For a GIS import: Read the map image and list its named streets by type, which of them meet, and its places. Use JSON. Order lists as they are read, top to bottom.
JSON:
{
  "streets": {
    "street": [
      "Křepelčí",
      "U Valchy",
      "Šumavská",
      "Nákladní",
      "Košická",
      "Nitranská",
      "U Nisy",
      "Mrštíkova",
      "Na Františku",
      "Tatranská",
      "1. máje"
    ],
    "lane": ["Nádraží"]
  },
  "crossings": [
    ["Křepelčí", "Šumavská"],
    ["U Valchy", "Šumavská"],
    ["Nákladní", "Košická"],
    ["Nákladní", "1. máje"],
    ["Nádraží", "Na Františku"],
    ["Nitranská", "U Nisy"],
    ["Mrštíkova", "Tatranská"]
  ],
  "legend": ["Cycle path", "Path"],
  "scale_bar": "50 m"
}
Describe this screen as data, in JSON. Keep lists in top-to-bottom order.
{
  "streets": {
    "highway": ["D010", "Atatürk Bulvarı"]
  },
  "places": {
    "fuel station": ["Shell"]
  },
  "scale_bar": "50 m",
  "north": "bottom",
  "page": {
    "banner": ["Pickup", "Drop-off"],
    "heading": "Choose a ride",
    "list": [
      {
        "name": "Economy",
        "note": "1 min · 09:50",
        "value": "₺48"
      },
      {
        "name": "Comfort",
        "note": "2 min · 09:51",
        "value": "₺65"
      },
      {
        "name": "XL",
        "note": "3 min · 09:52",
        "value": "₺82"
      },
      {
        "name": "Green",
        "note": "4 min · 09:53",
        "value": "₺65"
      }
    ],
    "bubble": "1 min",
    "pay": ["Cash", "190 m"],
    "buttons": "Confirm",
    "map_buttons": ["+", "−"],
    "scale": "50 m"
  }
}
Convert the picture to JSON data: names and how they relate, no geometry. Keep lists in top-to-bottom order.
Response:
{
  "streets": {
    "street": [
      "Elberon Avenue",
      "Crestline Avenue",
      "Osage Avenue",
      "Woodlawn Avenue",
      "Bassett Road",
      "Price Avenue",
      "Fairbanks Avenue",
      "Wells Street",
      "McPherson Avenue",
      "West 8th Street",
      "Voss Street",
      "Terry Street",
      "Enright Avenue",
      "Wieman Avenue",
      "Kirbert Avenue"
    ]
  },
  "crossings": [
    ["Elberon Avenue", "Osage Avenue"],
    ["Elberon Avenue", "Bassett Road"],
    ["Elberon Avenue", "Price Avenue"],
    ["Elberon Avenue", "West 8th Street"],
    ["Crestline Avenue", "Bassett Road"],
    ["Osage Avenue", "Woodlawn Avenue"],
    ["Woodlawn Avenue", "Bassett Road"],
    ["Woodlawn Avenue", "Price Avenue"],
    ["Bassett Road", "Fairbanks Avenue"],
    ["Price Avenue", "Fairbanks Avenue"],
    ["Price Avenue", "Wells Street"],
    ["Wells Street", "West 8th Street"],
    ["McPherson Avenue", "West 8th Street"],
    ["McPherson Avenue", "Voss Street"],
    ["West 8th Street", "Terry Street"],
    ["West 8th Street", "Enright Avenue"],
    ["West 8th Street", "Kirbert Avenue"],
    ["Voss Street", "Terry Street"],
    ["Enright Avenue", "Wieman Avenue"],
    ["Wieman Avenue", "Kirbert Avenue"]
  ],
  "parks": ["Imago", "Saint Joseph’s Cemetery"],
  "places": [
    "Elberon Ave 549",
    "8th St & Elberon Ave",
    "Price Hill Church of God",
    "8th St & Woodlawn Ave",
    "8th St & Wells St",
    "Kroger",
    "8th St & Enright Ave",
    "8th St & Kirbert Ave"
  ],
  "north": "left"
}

....

- [WHAT IS BEING ASKED]: Filter the listing above by the word "data"; copy each line that passes.

- [ANSWER FOR THIS EXERCISE]:
Describe this screen as data, in JSON. Keep lists in top-to-bottom order.
Convert the picture to JSON data: names and how they relate, no geometry. Keep lists in top-to-bottom order.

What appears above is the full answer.